Materials scientists rarely get their due in the design world. The ones that create the breakthrough products, the ones that soon adorn every home or consumer product, usually suffer the fate of seeing their creation become a mere brand-name, or acronym whose full title can never be remembered — MDF? Ya got me. When I walk through Ikea, all I can think is that I hope someone, somewhere, is getting royalties.

Astroturf, Gore-Tex, Kevlar — where do these things come from? Who created them? (For the record: James M. Faria and Robert T. Wright of Monsanto Industries; Wilbert Gore; and Stephanie Kwolek, respectively). In many cases, they were designed for something entirely different than the uses they have come to be known for; and in many cases, their original promise was never quite realized — e.g., Monsanto's House of the Future offered an entire house made from plastic (indeed, every new breakthrough material, from tempered glass to aluminum, seems to get its house of the future).

Given the perpetually taken-for-granted condition of materials, I was delighted to receive today in the mail however an entirely different kind of design "publication." This one is not concerned with sleek modern houses or stylized final products. Instead, it features the very building blocks of design. It is called Materials Monthly, and it comes in a box. The box contains a handful of samples of new materials, with accompanying background details. It is a three-dimensional magazine, a grown-up busy-box of tactile surprise, a wunderkammer that arrives via parcel post.

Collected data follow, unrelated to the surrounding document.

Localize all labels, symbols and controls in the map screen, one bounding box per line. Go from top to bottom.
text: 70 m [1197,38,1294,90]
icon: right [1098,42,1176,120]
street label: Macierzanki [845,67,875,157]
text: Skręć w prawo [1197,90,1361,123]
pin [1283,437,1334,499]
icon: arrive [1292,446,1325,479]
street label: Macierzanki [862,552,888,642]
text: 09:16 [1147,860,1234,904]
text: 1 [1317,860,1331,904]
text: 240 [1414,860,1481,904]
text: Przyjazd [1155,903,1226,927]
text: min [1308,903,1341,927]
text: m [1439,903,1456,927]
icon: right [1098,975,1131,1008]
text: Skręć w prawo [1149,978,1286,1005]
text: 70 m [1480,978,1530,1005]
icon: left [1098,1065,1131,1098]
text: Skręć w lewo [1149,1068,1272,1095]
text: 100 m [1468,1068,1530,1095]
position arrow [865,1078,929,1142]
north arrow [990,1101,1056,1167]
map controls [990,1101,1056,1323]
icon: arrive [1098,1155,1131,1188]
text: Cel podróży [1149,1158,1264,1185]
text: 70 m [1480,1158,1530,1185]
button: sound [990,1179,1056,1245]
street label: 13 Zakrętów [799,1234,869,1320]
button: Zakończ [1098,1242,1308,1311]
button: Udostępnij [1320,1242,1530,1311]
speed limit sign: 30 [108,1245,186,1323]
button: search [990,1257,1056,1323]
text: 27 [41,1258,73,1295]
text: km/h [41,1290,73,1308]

It does not come at a more opportune moment. "It has been said that more new materials have been created in the past twenty years than in the entire history of science," observes Jennifer Siegal, of the Office of Mobile Design and editor of the inaugural volume, in a short introduction.

For her volume, Siegal has chosen a trio of new materials that are essentially retakes on familiar materials — and materials, like design itself, are never "finished." The first, my personal favorite, is Imagine Tile, which takes ordinary ceramic tiles and allows the consumer to overlay, through digital imaging, any kind of pattern or image they desire. As Siegal writes, "floors, walls, and other surfaces suddenly become the means for presenting highly communicative imagery and symbols, ultimately realizing more powerful design concepts." Some enclosed examples show a kitchen floor that looks like a beach, a bathroom floor that has taken on the gritty texture (and yellow warning lines and manhole covers) of an urban street, while a set of outdoor tiles bears imagery of grass. And rather than merely get fake "Venetian" tile at the Home Depot, why not get the actual pattern replication of the Basilica di San Marco? It's beyond my ken, but for those in the know there's an accompanying set of statistics, ranging from water absorption rates to frost resistance. In any case, I'm currently considering a number of options for my kitchen, perhaps a scan of a Gerhard Richter painting or a set of LANDAT images of the Great Salt Lake.

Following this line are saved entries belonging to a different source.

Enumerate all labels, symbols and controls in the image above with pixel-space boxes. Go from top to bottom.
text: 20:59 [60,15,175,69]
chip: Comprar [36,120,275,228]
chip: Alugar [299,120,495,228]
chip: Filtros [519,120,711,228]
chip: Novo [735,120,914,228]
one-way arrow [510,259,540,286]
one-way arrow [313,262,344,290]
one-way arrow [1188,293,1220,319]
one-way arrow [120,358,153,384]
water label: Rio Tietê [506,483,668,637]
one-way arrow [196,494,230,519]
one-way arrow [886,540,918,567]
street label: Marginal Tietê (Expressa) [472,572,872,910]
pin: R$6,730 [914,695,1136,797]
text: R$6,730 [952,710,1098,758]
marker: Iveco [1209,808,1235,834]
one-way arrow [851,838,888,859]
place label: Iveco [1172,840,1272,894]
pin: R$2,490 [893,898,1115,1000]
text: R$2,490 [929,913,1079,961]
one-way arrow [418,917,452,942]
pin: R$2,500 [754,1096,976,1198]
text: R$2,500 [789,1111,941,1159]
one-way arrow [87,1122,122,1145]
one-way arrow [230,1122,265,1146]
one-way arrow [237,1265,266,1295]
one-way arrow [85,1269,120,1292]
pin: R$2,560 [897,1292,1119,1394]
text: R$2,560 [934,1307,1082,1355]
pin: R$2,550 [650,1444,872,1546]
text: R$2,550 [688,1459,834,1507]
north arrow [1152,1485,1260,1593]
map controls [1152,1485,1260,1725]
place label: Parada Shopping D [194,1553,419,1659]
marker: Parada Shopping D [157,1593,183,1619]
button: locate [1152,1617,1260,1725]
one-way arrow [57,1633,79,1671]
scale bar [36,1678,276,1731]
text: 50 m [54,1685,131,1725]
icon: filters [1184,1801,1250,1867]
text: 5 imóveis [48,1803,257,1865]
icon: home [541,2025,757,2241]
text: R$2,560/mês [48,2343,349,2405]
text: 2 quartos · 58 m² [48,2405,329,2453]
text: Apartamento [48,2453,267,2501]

The next piece to spill out was a small square of a Knoll Textiles product called Imago, which combines elements of fabric, resin, and glass. Created by Suzanne Tick, it's a hybrid material that allows the varying translucency of glass (from 4% to 77%) but with half the weight and a much greater range of flexibility (it can be sawed and formed, under moderate heat, into soft curves). It has a finely nubbed surface intended to resist scratching and fingerprints, and the sample I had contained its own lenticular patterns, a set of pixellated lines that seemed to be coming from somewhere within the material itself.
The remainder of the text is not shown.